Task goal: Emit the data below verbatim, stripping out any pictures.

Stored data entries
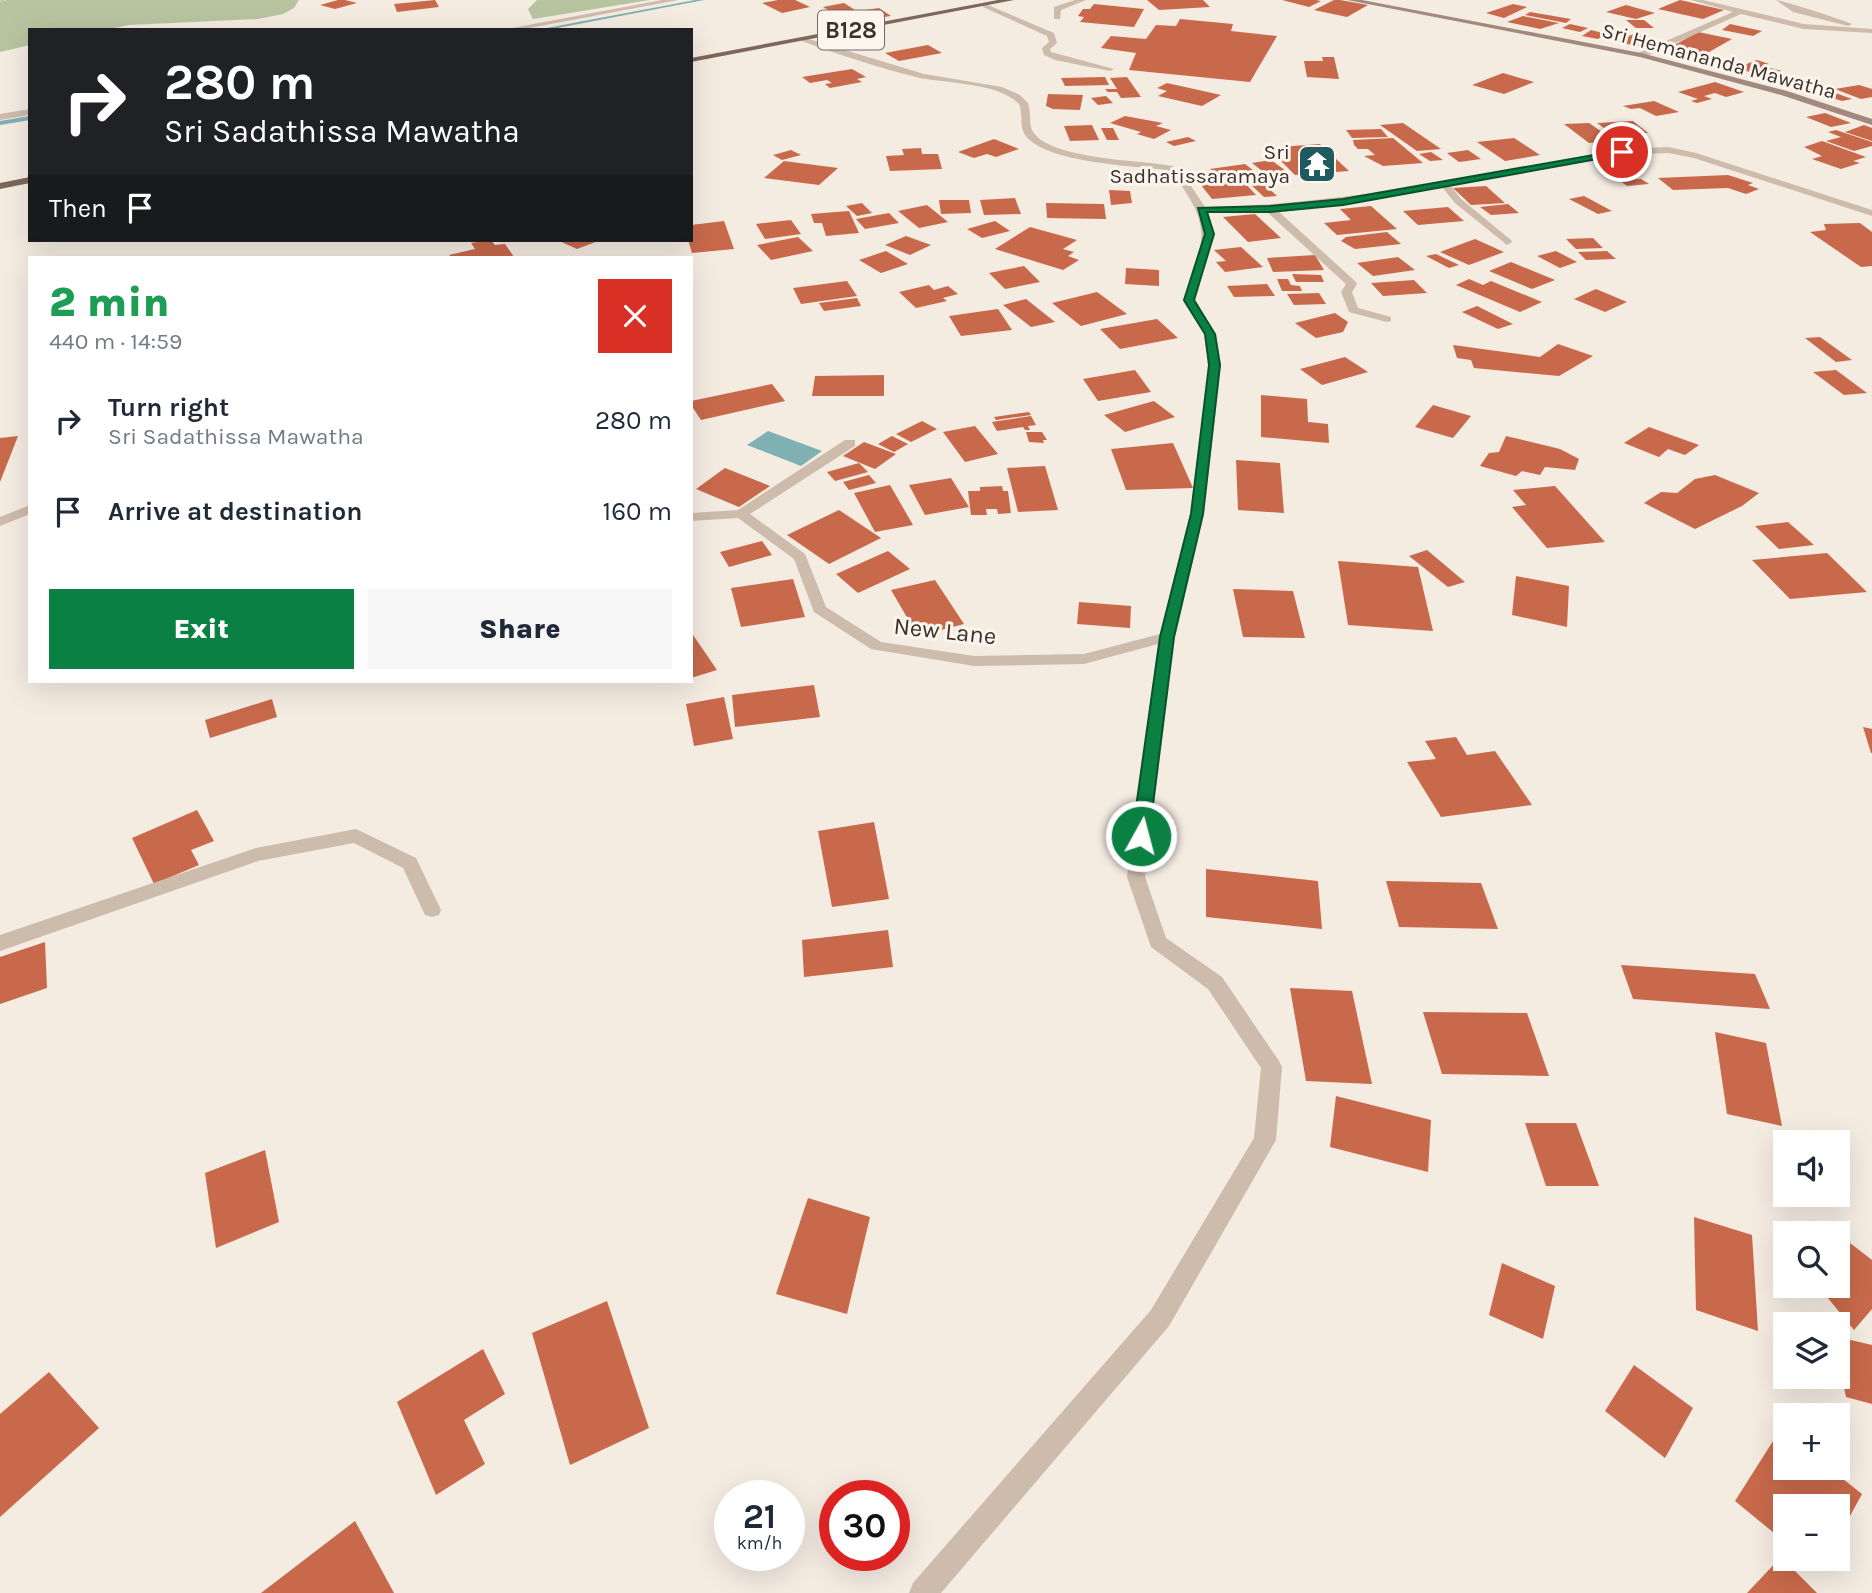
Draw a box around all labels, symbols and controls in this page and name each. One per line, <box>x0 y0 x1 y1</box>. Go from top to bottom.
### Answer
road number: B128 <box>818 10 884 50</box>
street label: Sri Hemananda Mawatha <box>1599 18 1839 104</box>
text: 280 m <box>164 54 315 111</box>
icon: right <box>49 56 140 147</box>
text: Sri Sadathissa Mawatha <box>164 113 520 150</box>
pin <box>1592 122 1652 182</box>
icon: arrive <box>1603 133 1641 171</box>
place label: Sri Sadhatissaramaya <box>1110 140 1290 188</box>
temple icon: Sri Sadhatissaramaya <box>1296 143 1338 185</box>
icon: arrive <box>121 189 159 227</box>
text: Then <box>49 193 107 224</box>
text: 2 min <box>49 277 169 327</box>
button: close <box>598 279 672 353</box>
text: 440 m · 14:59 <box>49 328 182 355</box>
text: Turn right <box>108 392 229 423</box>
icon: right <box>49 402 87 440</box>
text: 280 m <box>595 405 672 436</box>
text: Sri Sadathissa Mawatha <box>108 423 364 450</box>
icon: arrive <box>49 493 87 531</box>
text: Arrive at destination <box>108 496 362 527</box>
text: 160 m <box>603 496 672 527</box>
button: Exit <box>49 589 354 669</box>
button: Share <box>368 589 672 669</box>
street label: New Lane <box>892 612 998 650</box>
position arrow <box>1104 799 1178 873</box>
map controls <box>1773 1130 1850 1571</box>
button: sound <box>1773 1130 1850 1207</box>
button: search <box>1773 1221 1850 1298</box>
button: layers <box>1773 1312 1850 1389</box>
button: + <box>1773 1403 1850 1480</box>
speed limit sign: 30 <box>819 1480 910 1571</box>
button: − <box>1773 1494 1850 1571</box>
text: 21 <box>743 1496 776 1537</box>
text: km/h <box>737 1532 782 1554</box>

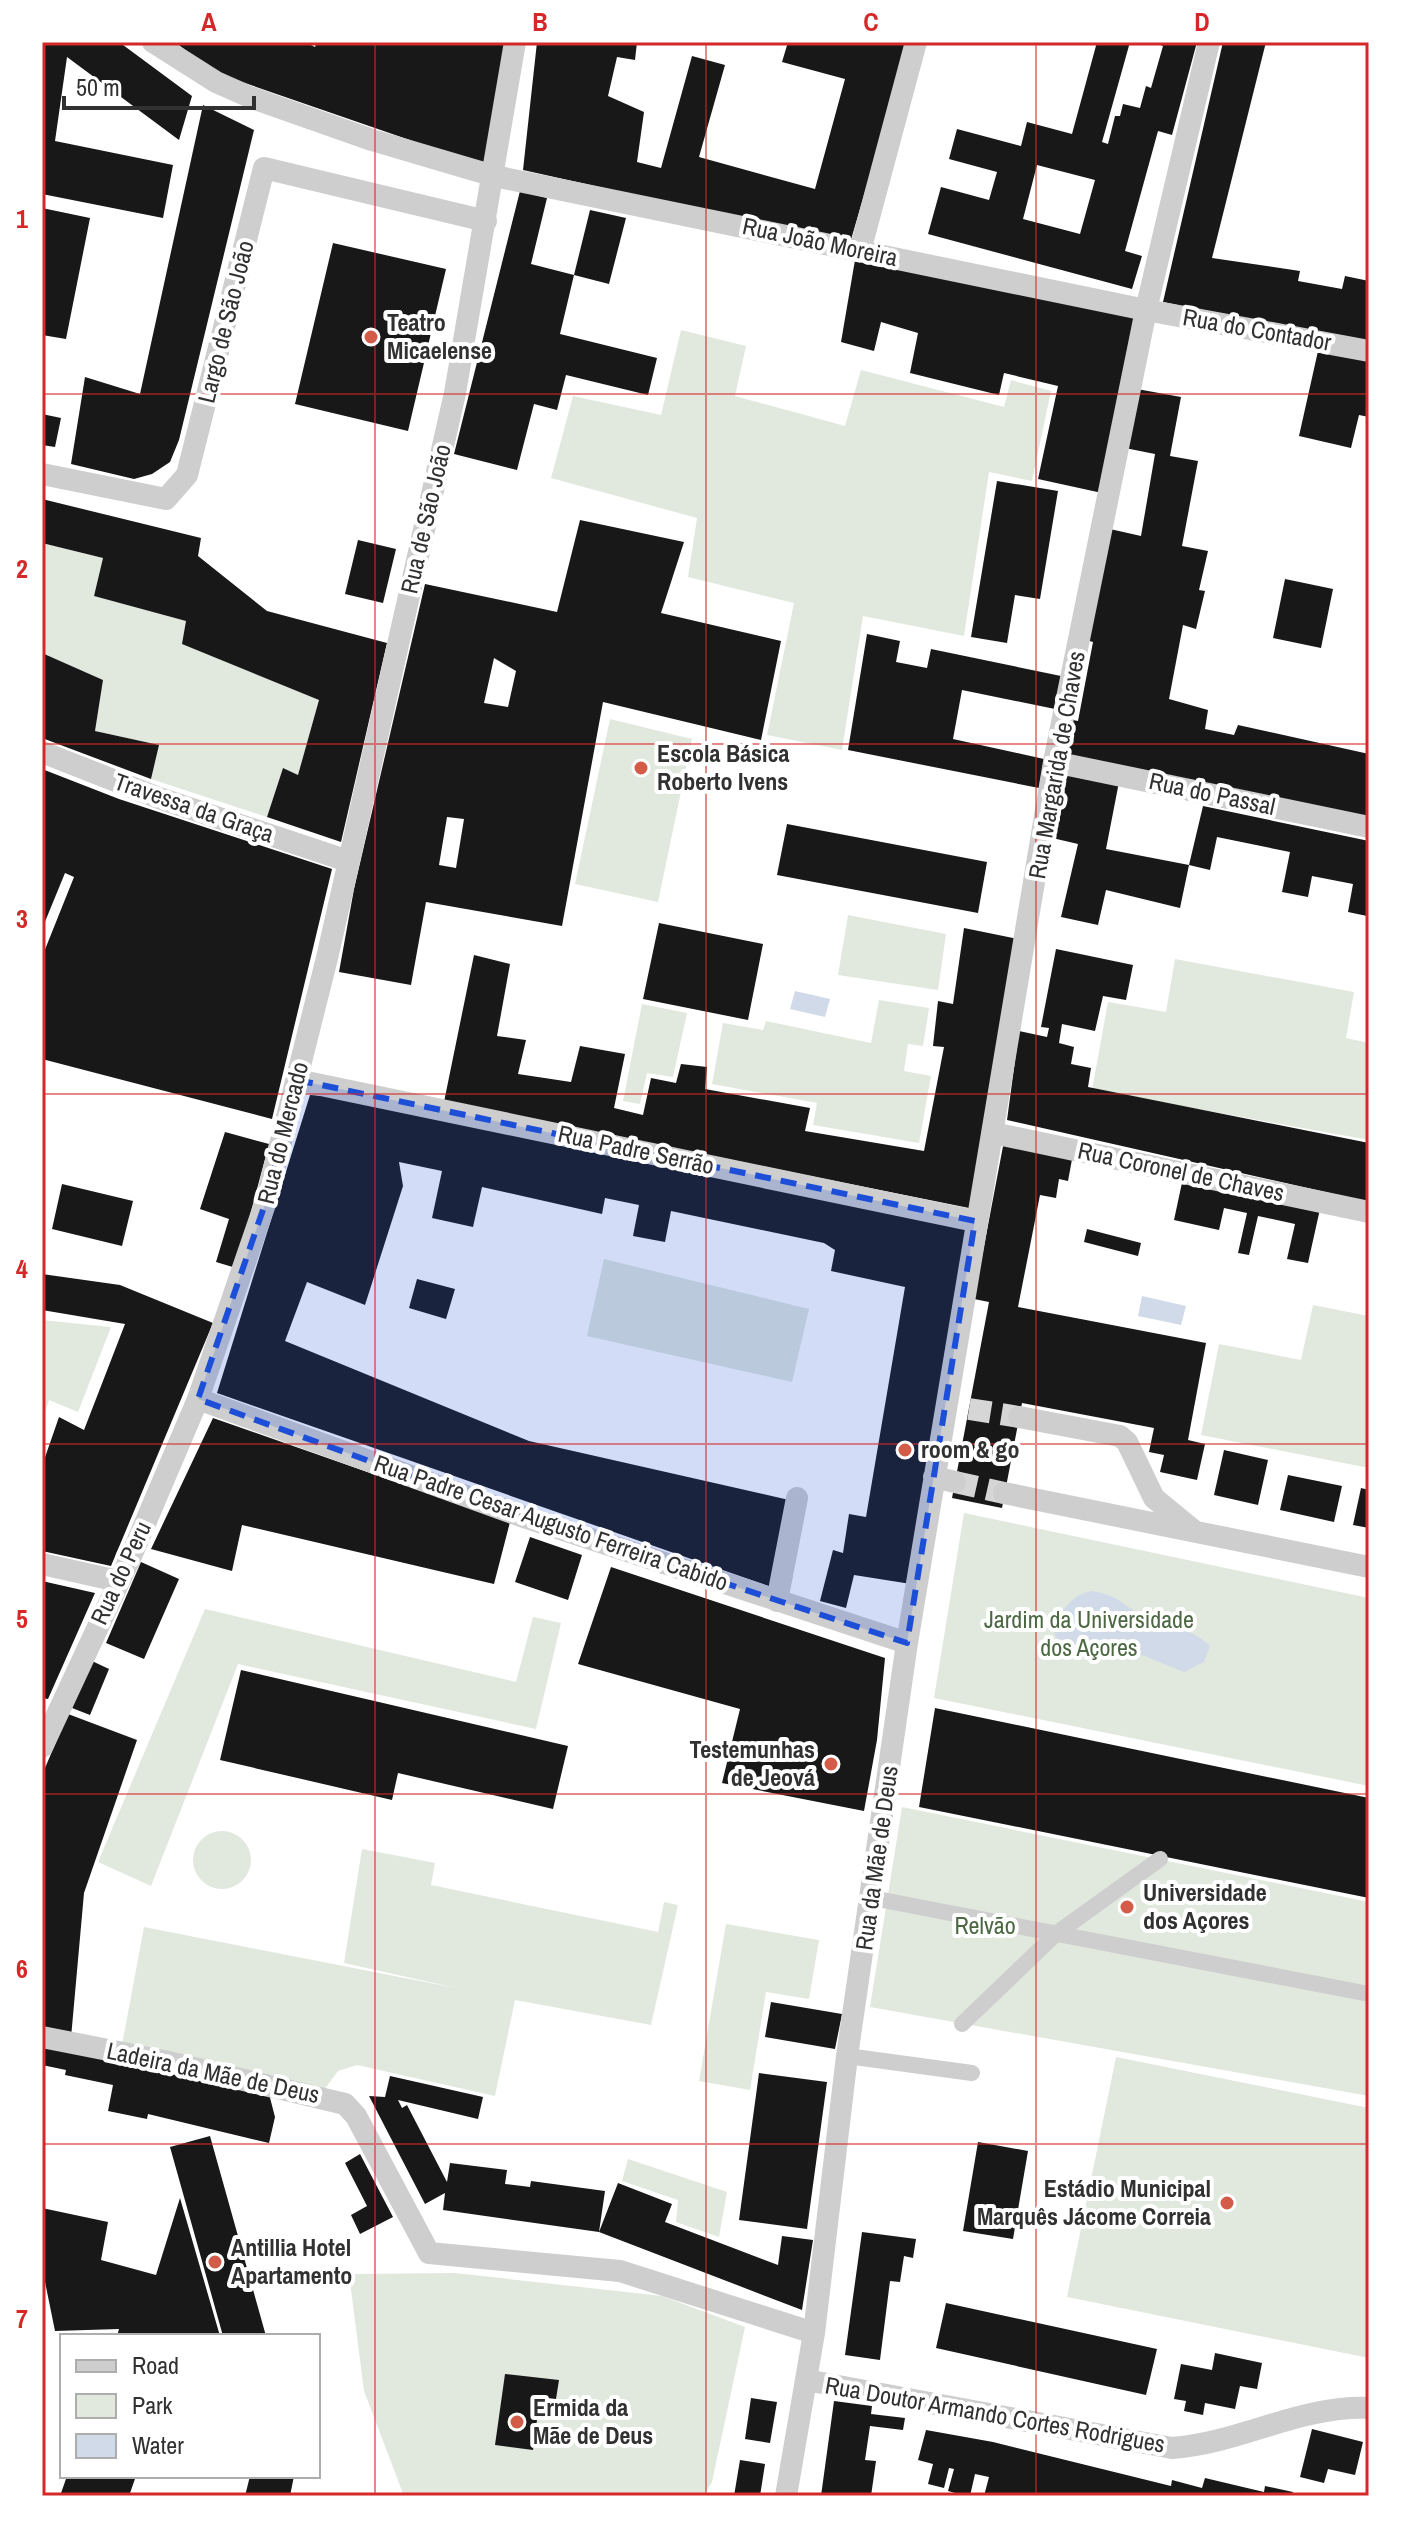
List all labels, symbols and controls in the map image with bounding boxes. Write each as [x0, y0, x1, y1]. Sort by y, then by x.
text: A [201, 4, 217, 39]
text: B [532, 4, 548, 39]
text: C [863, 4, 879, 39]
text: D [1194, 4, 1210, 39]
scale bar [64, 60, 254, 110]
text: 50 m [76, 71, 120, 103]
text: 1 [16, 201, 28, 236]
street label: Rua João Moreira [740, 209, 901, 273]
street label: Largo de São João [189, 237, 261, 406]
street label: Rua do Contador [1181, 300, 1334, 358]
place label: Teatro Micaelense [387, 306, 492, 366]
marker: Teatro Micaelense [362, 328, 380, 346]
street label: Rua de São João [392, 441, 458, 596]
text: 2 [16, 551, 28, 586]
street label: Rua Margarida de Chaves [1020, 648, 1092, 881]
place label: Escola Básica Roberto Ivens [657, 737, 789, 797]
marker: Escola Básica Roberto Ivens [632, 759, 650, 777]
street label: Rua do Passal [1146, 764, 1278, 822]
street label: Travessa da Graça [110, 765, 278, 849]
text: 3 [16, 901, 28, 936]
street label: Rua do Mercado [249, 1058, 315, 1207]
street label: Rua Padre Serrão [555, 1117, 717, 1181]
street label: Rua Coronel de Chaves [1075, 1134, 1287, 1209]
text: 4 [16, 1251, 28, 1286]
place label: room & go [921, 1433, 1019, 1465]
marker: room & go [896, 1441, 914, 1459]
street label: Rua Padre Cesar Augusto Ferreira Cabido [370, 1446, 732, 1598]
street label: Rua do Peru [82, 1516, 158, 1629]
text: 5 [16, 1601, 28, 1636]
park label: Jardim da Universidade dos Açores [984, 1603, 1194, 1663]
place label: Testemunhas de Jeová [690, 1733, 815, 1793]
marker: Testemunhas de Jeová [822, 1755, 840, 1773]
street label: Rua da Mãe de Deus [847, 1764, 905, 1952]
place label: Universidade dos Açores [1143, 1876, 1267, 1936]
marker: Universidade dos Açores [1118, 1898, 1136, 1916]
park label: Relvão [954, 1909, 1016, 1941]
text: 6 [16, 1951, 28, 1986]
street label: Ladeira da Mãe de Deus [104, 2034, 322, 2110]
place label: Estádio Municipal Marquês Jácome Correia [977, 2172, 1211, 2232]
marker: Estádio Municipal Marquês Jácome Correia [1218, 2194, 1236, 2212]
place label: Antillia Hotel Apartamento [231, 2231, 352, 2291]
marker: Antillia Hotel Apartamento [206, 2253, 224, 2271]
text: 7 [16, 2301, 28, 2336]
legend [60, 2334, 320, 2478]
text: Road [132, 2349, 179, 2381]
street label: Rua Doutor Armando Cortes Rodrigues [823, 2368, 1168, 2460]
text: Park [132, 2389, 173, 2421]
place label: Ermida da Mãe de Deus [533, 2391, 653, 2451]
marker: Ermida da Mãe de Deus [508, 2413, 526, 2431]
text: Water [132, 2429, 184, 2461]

Expected answer:
Draw a box around all labels, symbols and controls in this page and name each. One per line, <box>x0 y0 x1 y1</box>. Go from top to bottom.
### Answer
road number: B128 <box>818 10 884 50</box>
street label: Sri Hemananda Mawatha <box>1599 18 1839 104</box>
text: 280 m <box>164 54 315 111</box>
icon: right <box>49 56 140 147</box>
text: Sri Sadathissa Mawatha <box>164 113 520 150</box>
pin <box>1592 122 1652 182</box>
icon: arrive <box>1603 133 1641 171</box>
place label: Sri Sadhatissaramaya <box>1110 140 1290 188</box>
temple icon: Sri Sadhatissaramaya <box>1296 143 1338 185</box>
icon: arrive <box>121 189 159 227</box>
text: Then <box>49 193 107 224</box>
text: 2 min <box>49 277 169 327</box>
button: close <box>598 279 672 353</box>
text: 440 m · 14:59 <box>49 328 182 355</box>
text: Turn right <box>108 392 229 423</box>
icon: right <box>49 402 87 440</box>
text: 280 m <box>595 405 672 436</box>
text: Sri Sadathissa Mawatha <box>108 423 364 450</box>
icon: arrive <box>49 493 87 531</box>
text: Arrive at destination <box>108 496 362 527</box>
text: 160 m <box>603 496 672 527</box>
button: Exit <box>49 589 354 669</box>
button: Share <box>368 589 672 669</box>
street label: New Lane <box>892 612 998 650</box>
position arrow <box>1104 799 1178 873</box>
map controls <box>1773 1130 1850 1571</box>
button: sound <box>1773 1130 1850 1207</box>
button: search <box>1773 1221 1850 1298</box>
button: layers <box>1773 1312 1850 1389</box>
button: + <box>1773 1403 1850 1480</box>
speed limit sign: 30 <box>819 1480 910 1571</box>
button: − <box>1773 1494 1850 1571</box>
text: 21 <box>743 1496 776 1537</box>
text: km/h <box>737 1532 782 1554</box>

List all labels, symbols and controls in the map image with bounding boxes. Write each as [x0, y0, x1, y1]. Sort by y, then by x.
text: A [201, 4, 217, 39]
text: B [532, 4, 548, 39]
text: C [863, 4, 879, 39]
text: D [1194, 4, 1210, 39]
scale bar [64, 60, 254, 110]
text: 50 m [76, 71, 120, 103]
text: 1 [16, 201, 28, 236]
street label: Rua João Moreira [740, 209, 901, 273]
street label: Largo de São João [189, 237, 261, 406]
street label: Rua do Contador [1181, 300, 1334, 358]
place label: Teatro Micaelense [387, 306, 492, 366]
marker: Teatro Micaelense [362, 328, 380, 346]
street label: Rua de São João [392, 441, 458, 596]
text: 2 [16, 551, 28, 586]
street label: Rua Margarida de Chaves [1020, 648, 1092, 881]
place label: Escola Básica Roberto Ivens [657, 737, 789, 797]
marker: Escola Básica Roberto Ivens [632, 759, 650, 777]
street label: Rua do Passal [1146, 764, 1278, 822]
street label: Travessa da Graça [110, 765, 278, 849]
text: 3 [16, 901, 28, 936]
street label: Rua do Mercado [249, 1058, 315, 1207]
street label: Rua Padre Serrão [555, 1117, 717, 1181]
street label: Rua Coronel de Chaves [1075, 1134, 1287, 1209]
text: 4 [16, 1251, 28, 1286]
place label: room & go [921, 1433, 1019, 1465]
marker: room & go [896, 1441, 914, 1459]
street label: Rua Padre Cesar Augusto Ferreira Cabido [370, 1446, 732, 1598]
street label: Rua do Peru [82, 1516, 158, 1629]
text: 5 [16, 1601, 28, 1636]
park label: Jardim da Universidade dos Açores [984, 1603, 1194, 1663]
place label: Testemunhas de Jeová [690, 1733, 815, 1793]
marker: Testemunhas de Jeová [822, 1755, 840, 1773]
street label: Rua da Mãe de Deus [847, 1764, 905, 1952]
place label: Universidade dos Açores [1143, 1876, 1267, 1936]
marker: Universidade dos Açores [1118, 1898, 1136, 1916]
park label: Relvão [954, 1909, 1016, 1941]
text: 6 [16, 1951, 28, 1986]
street label: Ladeira da Mãe de Deus [104, 2034, 322, 2110]
place label: Estádio Municipal Marquês Jácome Correia [977, 2172, 1211, 2232]
marker: Estádio Municipal Marquês Jácome Correia [1218, 2194, 1236, 2212]
place label: Antillia Hotel Apartamento [231, 2231, 352, 2291]
marker: Antillia Hotel Apartamento [206, 2253, 224, 2271]
text: 7 [16, 2301, 28, 2336]
legend [60, 2334, 320, 2478]
text: Road [132, 2349, 179, 2381]
street label: Rua Doutor Armando Cortes Rodrigues [823, 2368, 1168, 2460]
text: Park [132, 2389, 173, 2421]
place label: Ermida da Mãe de Deus [533, 2391, 653, 2451]
marker: Ermida da Mãe de Deus [508, 2413, 526, 2431]
text: Water [132, 2429, 184, 2461]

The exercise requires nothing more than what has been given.